What to do with all those fruits and vegetables...
How To Store
Always sort and use any bruised or damaged berries as soon as possible in sauces, purees and jams.
Strawberries: Store uncovered or loosely covered in refrigerator. Hull and rinse gently just before serving.
Raspberries: Remove from container, place on flat trays in a single layer in refrigerator, enjoy within 2 days. It is important not to wash until just before serving.
Blueberries: Best stores in a shallow well ventilated container, they will last 1 week or longer. Wash just before serving.
Freezing
Fruit: All berries as well as currants and gooseberries can be placed on flat trays in a single layer and placed in your freezer. Be sure to hull the strawberries and tip and tail the currants and gooseberries first. When frozen, place in freezer bags, seal, label and date. These berries can even be used individually, if desired for special desserts, smoothies, or on cereals all year long.

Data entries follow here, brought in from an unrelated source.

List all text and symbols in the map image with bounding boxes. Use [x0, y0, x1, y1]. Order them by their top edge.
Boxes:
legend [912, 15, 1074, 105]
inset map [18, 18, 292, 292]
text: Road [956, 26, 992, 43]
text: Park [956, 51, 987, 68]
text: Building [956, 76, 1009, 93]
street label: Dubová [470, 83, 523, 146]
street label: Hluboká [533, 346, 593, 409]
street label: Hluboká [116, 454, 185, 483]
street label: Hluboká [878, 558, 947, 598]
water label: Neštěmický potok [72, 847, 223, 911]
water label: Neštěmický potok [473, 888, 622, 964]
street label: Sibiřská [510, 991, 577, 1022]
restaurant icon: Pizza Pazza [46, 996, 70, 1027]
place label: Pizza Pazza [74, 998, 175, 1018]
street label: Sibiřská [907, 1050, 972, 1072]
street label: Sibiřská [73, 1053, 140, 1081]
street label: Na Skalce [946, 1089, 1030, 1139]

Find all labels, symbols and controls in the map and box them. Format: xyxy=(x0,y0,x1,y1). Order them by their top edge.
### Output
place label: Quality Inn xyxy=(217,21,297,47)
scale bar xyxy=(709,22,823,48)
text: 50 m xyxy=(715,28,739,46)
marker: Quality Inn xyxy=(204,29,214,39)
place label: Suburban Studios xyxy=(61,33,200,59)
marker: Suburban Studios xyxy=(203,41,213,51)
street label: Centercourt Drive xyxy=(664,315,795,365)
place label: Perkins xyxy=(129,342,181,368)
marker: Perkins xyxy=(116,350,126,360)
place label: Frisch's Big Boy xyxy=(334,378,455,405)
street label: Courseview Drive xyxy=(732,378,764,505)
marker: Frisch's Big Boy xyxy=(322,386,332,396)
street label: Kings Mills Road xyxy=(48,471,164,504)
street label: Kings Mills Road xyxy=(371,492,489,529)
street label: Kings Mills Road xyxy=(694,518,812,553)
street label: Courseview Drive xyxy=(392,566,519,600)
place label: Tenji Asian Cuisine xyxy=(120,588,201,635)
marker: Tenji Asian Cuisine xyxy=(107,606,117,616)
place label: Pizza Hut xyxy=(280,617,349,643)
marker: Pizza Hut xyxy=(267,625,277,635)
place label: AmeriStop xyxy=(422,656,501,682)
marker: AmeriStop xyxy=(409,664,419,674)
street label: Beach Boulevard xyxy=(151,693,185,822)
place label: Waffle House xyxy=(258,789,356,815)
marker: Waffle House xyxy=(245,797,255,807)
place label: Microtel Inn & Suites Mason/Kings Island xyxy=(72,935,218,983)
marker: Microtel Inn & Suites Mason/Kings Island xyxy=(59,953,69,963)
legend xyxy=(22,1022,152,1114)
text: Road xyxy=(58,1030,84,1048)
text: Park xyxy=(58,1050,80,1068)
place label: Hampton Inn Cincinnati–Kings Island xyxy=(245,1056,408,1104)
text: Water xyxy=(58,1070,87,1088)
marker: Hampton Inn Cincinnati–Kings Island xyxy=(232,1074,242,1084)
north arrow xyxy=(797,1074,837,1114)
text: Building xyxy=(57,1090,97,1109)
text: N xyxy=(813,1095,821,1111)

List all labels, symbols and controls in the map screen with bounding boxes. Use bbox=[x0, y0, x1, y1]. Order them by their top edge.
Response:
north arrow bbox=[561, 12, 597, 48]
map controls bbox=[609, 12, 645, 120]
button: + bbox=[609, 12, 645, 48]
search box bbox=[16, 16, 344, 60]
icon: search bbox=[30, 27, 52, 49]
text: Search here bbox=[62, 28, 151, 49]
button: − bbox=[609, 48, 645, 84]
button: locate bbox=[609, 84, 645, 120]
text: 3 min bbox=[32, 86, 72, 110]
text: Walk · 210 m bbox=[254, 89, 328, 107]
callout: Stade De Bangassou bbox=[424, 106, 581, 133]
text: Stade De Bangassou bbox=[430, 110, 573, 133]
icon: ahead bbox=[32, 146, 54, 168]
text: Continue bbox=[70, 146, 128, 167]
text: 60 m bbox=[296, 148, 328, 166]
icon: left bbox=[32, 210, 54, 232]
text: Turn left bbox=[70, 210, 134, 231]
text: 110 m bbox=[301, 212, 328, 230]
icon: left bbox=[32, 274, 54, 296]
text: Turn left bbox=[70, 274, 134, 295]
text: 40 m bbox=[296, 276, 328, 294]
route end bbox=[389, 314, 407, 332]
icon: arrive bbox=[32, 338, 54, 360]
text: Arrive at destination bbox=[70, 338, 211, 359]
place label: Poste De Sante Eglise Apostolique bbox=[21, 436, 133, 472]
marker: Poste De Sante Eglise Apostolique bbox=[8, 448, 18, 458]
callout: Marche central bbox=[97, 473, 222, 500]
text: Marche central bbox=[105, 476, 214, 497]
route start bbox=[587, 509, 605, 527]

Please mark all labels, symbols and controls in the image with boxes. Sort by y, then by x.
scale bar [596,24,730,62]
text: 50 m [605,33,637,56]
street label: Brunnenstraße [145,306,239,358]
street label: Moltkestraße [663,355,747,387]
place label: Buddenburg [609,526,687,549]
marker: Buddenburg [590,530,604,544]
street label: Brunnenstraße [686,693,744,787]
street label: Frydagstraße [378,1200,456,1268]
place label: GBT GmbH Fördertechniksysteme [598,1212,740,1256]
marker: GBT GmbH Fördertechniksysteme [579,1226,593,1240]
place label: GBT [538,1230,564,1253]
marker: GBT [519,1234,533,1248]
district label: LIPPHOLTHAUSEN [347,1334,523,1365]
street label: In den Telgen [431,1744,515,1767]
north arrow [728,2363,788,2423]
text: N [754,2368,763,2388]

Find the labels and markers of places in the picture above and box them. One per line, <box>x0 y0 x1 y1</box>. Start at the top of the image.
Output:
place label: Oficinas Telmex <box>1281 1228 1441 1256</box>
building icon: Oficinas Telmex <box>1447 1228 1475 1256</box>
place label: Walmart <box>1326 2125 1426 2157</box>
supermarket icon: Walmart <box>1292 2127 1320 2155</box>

"For special desserts or on cereals all year long"
Vegetables: Peas and beans can be frozen. Wash and cut the ends off snow peas and green and yellow beans. Take the green peas out of their pods. Blanche the vegetables in boiling water for about 1 minute. Place in freezer bags and draw out the air. Seal, label and date bags and place in freezer. Use throughout the year or on their own, in stir frys, soups or stews.